19/12/2019
John Mayer wrote the forward for Jay Blakesberg new book, "Jerry Garcia: Secret Space Of Dreams."
"I’m a good enough guitar player to know a great guitarist when I hear one, but I had to become an even better one to begin to understand the depth and complexity of Jerry
Garcia’s playing.
I’ve always said that musicians play like they are, and in the case of Garcia, his performances serve as a detailed map of a man, his intentions, his desires, and
his impressions of the world around him. And going by that map, Garcia was a lovely, mighty soul. I never met him, and will never understand the loss of those who did, but the
vast archive of his music amounts to the makings of a starry night sky that turns listeners into explorers.
Several years ago I set out not just to learn Garcia’s approach to the guitar and the songs he played, but to learn what about it has allowed millions of people who don’t play the
guitar to key into it for hours on end. Soloing has been known since its inception as a kind of self-indulgent expression. Why, then, could so many listeners, myself included, listen
to him do it endlessly without fatigue?
To best understand what makes Garcia’s guitar playing so unique, it helps to start with what it sidesteps: though it drew
from blues and R&B, his guitar approach left a few traditional elements out of the equation, he didn’t play from that well-
worn feral, sexual place that traditional blues music traded in, nor did he really touch the sinister aspects that were born
into the idiom. Garcia didn’t sing about wanting to rock a young woman all night long, and any of his deals with the
devil existed metaphorically as mere setbacks. (What’s 20 bucks, anyway?) These changes affect the fundamental
color palette of the storytelling. I’m not sure the sun ever rises in Chicago blues music, but in the musical storytelling
of Garcia and the Grateful Dead, it shines so bright it hurts.
On a more technical note, he played most often in a major blues scale, which added to this mix of innocence, and even
joy. Minor blues notes lend themselves to the exquisiteness of pain, while major blues scales kind of explore the relief
from it. Garcia played to relieve people of pain. That melodic innocence must have something to do with bringing so many people to their “happy place.” He wasn’t pulling notes
from an anguished place within, he was catching them with a butterfly net as they went flitting by overhead. On a tactile
level, he held the guitar with grace. It wasn’t a weapon, it was a vehicle. He took it easy. He may have played fast, but
he was thinking slow. And that makes us listen with a smile.
I put Jerry Garcia on the same level as Miles Davis and Bill Evans because of the intention in his performing; once you’ve learned all the notes, and the chords, and the bends and the runs, you come to the final frontier of playing which is the why of it all, and that’s where the power was and still is in his playing. He played from a real place, a place that faced out to the world, not for his own reception or gratification. He played for the joy of interacting with the band and with the music he loved. If you listen close enough to a musician, you can tell what they’re looking to get out of each and every note they make. Garcia, to me, was looking to bring
music to life out of the tacit, sacred duty to use his gift.Even after learning these things, they offer very little help in sounding anything like the man. That’s because he didn’t
play anything stock or repetitive. There are no “signature Jerry Garcia solo riffs” as exist with so many revered guitarists. To “sound like Jerry,” you have to make people
feel like he did, and well—good luck with that.

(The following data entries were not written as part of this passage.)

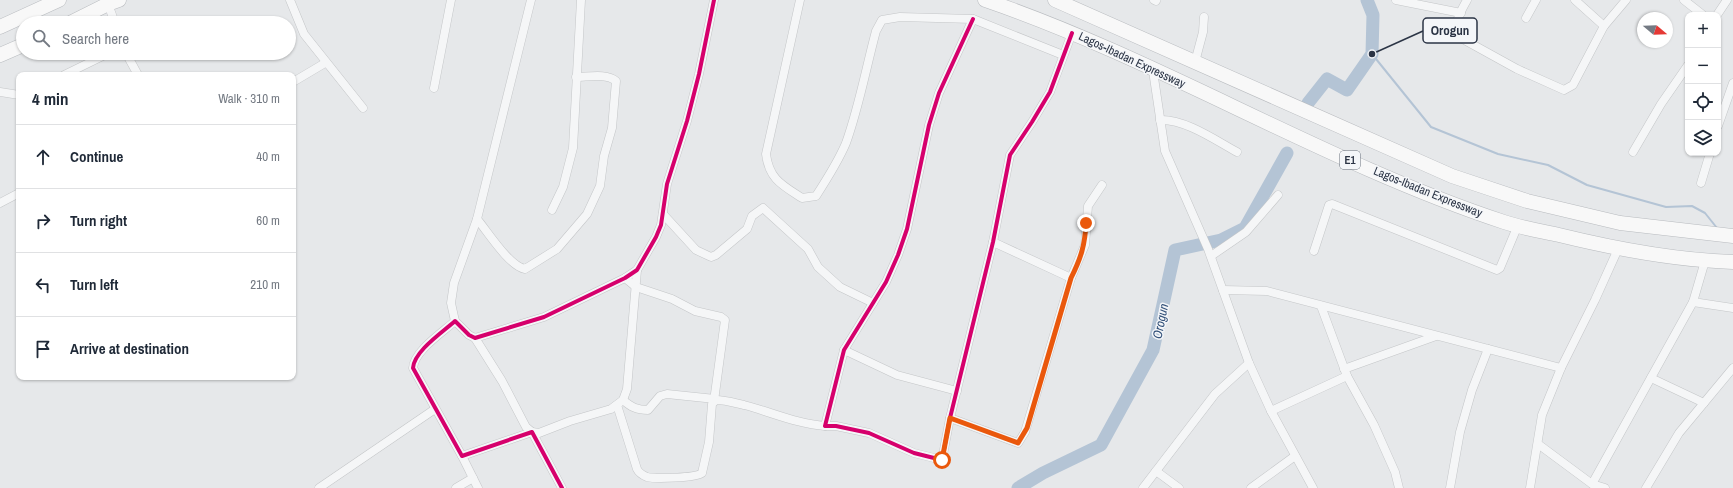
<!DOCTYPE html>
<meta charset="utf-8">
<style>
:root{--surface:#fff;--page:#f6f6f7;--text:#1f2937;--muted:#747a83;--line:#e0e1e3}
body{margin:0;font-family:"Archivo Narrow",sans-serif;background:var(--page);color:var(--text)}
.controls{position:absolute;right:12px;top:12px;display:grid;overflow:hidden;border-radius:8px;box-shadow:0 1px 3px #0004}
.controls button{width:36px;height:36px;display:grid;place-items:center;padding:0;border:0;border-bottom:1px solid var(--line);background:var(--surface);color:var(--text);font:20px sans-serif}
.compass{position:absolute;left:1637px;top:12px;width:36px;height:36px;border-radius:50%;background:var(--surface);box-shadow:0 1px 3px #0004;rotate:109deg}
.stop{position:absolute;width:12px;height:12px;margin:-9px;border:3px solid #ea580c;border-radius:50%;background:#fff}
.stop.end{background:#ea580c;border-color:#fff;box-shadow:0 1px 4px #0008}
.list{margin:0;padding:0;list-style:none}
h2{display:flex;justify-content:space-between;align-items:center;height:52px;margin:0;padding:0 16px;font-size:17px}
h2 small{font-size:13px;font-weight:400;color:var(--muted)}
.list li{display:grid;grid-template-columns:26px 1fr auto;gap:12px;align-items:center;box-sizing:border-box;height:64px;padding:0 16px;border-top:1px solid var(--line)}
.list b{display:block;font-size:15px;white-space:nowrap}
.list em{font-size:13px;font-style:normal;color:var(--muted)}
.icon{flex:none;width:22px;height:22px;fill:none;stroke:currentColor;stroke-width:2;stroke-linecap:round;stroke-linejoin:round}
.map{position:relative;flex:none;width:1733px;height:488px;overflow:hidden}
.search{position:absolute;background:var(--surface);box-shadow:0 1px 3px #0004;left:16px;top:16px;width:280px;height:44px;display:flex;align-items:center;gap:10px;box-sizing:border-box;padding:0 14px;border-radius:22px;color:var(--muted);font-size:15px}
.panel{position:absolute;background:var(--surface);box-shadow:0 1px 3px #0004;left:16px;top:72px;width:280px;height:308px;border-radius:8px}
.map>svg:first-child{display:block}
</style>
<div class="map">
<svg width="1733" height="488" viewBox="0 0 1733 488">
<rect width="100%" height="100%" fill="#e6e8ea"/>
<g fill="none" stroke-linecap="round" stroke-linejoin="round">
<!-- stream -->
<polyline stroke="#b4c4d5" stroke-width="2" points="1372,54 1431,127 1498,154 1548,165 1587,185 1666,207 1692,206 1705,213 1717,228"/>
<!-- river -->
<g stroke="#b4c4d5" stroke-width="13">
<polyline points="1308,103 1327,79 1347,90 1372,54 1373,15 1367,0"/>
<polyline points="1018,488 1043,473 1101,445 1153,350 1175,250 1221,240 1245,228 1287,153"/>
</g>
<!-- street casing -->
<g stroke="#c4c6c8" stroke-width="9">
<g id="street">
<polyline points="290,0 304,34 363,108"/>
<path d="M800,0L766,154C769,179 782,185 802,198L816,196C827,179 838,162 846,143C859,107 866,68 876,31L882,20L900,17L973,19L1063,55"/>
<polyline points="1154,0 1156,1"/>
<polyline points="1396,0 1461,13"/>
<path d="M1467,0C1461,11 1452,25 1459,37L1517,69L1564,90L1573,85L1604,26L1626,0"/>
<polyline points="1575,0 1604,26"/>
<polyline points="1684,0 1703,15"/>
<polyline points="108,4 115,23"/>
<polyline points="1717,15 1727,0"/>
<polyline points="1526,18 1536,0"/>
<polyline points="973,19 939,93 929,125 907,229 898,255 886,282 844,350 825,426 836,426 869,433 914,453 942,460 950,418 993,242 1010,155 1032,122 1050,92 1072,33"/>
<polyline points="126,53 138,75"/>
<polyline points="1195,62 1203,32 1204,17"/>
<polyline points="1153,71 1165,151 1208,249 1249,363 1271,411 1313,488"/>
<polyline points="64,75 109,53"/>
<polyline points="293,82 325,63"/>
<polyline points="434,88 451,0"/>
<polyline points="0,92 19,95"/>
<path d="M1160,120C1185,119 1215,140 1237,152"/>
<polyline points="1718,126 1733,83"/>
<polyline points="1633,152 1661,104 1688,65"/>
<polyline points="1701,183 1710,153"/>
<polyline points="0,203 19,193"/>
<polyline points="552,210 563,187 573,148 581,0"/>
<polyline points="663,214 696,250 711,257 716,255 747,229 752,216 763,208 808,249 818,267 840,287 873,303"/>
<path d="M477,219C488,232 509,266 525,269L557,249L587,214L600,186L604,156L612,128L616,81C607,73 588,77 576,77"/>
<polyline points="993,242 1071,278"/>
<polyline points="1314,251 1329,205 1332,204 1497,270 1500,268 1518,225"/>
<polyline points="1211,256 1246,232 1278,195"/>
<polyline points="1705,261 1693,302 1733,308"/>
<polyline points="625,278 636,287 672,299 695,311 721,317 725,320 714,401"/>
<polyline points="1223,290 1267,291 1561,368"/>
<polyline points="1321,306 1347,376 1374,425 1395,472 1399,488"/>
<polyline points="455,321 451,303 454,283 477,219 531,0"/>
<polyline points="475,338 502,381 526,427 532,432 539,433 570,421 611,409 623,400 627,389 637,270"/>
<polyline points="844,350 897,375 957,391"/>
<polyline points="1344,369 1436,336"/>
<polyline points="1651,378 1704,403"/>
<path d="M623,400C631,407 637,410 648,410L660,396L667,394L715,399"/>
<path d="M617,405L637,469C639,473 642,475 647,477C655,479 696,478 702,473L709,442L712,404L716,400C725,400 735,403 744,405C771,412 797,424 825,426"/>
<polyline points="1271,411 1347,376"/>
<polyline points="950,418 1018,443 1025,432 1071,278 1085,245 1088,206 1102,185"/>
<polyline points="1538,444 1592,484 1605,488"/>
<polyline points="462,456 478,488"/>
<polyline points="1156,471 1179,488"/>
<polyline points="1592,484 1693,302"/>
<polyline points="319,488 435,409"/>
<polyline points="456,488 473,478"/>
<path d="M562,488L532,432L462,456L413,368C414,351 443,332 455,321L469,335L475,338L544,317L625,278L637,270L656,237L661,225L667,184L687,121L699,74L714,0"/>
<polyline points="1143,488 1215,394 1249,363"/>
<polyline points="1251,488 1295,456"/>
<polyline points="1450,488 1460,432 1472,390 1488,349"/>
<polyline points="1530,488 1542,415 1561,368 1595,300 1618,249"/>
<polyline points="1646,488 1679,433 1733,368"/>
</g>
</g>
<!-- highway casing -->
<g stroke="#b8bbbf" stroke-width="15">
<g id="highway">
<path d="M985,0C1163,61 1325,163 1504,222C1522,228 1541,231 1559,235C1616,249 1674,260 1733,262"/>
<polyline points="1055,0 1452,176 1527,201 1620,223 1733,236"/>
<polyline points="70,23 108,4 119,0"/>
<polyline points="0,27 59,0"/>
<polyline points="0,55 23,45"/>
</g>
</g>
<!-- street -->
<use href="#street" stroke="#f5f6f7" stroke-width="8"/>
<!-- highway -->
<use href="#highway" stroke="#f8f8f8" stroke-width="14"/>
<!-- cycleway casing -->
<g stroke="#f4f6f9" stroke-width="6">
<g id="cycleway">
<polyline points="973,19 939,93 929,125 907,229 898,255 886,282 844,350 825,426 836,426 869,433 914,453 942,460 950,418 993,242 1010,155 1032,122 1050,92 1072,33"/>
<path d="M562,488L532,432L462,456L413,368C414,351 443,332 455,321L469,335L475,338L544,317L625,278L637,270L656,237L661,225L667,184L687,121L699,74L714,0"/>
</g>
</g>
<!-- cycleway -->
<use href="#cycleway" stroke="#d6006c" stroke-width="4"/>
</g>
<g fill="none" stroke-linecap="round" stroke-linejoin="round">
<!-- route -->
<path stroke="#ea580c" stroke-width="5" d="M942,460L950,418L1018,443L1027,428L1071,278C1081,258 1085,245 1086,223"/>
</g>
<g text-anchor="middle" stroke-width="3" stroke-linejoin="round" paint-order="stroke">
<!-- shield labels -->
<rect fill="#f4f6f9" stroke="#676e7b" stroke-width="1" x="1340" y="151" width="20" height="18" rx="3"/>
<g font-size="11" font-weight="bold" fill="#2b3445">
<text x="1350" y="164">E1</text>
</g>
<!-- street labels -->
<g font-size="12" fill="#2b3445" stroke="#f4f6f9">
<text transform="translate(1132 60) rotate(25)" y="4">Lagos-Ibadan Expressway</text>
<text transform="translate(1428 192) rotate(22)" y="4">Lagos-Ibadan Expressway</text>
</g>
<!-- water labels -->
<g font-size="13" font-style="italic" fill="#34527a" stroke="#f4f6f9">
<text transform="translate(1160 321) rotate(-78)" y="5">Orogun</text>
</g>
</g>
<!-- callouts -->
<path fill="none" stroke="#2b3445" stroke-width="1.5" d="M1372 54L1423 31"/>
<circle fill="#2b3445" stroke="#f4f6f9" stroke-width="1.5" cx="1372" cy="54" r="4"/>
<rect fill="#f4f6f9" stroke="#2b3445" stroke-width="1.5" x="1423" y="18" width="54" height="25" rx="4"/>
<g font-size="13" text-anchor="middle" font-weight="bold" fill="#2b3445">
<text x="1450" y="35">Orogun</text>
</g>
</svg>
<div class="controls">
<button>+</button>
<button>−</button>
<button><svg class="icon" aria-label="locate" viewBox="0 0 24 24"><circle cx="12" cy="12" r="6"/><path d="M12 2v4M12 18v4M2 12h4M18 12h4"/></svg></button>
<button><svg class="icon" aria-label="layers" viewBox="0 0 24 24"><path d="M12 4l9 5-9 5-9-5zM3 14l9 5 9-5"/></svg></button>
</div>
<svg class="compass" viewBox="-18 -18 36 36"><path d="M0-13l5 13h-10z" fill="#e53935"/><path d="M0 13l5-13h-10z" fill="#747a83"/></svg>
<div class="stop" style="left:942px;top:460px"></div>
<div class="stop end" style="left:1086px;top:223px"></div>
<div class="search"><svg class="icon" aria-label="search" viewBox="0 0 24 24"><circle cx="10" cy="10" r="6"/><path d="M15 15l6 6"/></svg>Search here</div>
<section class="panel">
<h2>4 min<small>Walk · 310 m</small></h2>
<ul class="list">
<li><svg class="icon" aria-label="ahead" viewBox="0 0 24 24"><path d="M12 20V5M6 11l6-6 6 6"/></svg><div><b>Continue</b></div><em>40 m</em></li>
<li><svg class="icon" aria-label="right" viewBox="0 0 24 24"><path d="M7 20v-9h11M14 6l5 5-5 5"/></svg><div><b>Turn right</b></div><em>60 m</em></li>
<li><svg class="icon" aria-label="left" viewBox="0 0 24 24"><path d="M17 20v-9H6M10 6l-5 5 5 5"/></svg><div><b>Turn left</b></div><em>210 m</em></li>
<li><svg class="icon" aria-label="arrive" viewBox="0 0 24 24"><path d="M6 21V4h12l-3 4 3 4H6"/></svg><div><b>Arrive at destination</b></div></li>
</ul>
</section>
</div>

The real magic—the kind that will make the Grateful Dead music live forever—that’s in the way we carry it on in our hearts and minds. I don’t listen to Garcia and the band play—I watch it. I believe we all do, and that what we see is a blend of the music, the year in which it was played, the season and location of the show so as to understand the state of mind the band was in that night, that week, that presidency. We see it differently from one another the way we do our own dreams, but we all agree that our dreams contain these songs, and this band, those places and names. And that’s how the Grateful Dead managed to freeze time. We discuss our favorite years in present tense; we say we
just heard the best version of something last night as if that was the moment it first took place. Your favorite year of their music "wasn’t", it "is." And in that way, inside that beautiful dreamscape the band created, the Grateful Dead is still up there, still playing. And Jerry is right there in front of them, and time is held in place by those who refuse to let it fade, and even as we sleep, as long as one of us is listening, the band is still playing.
We lose the ones we love, we pine for those who have left, and we lament the changes of modern times. But the makers of this music dug a tunnel, and it runs beneath time and space, and we, the ones who love it like family, crawl through to visit 1974, and 1969, and 1987 and 1990. If we were alive at the time the show took place, we see ourselves as the people we were in the lives we had, and if we weren’t born yet, we get to wistfully dream what it must have been like.
We only get a few minutes on earth, and Jerry Garcia gave all his minutes so that we could forever visit his life and times through his playing, and let it unravel into a new kind of now."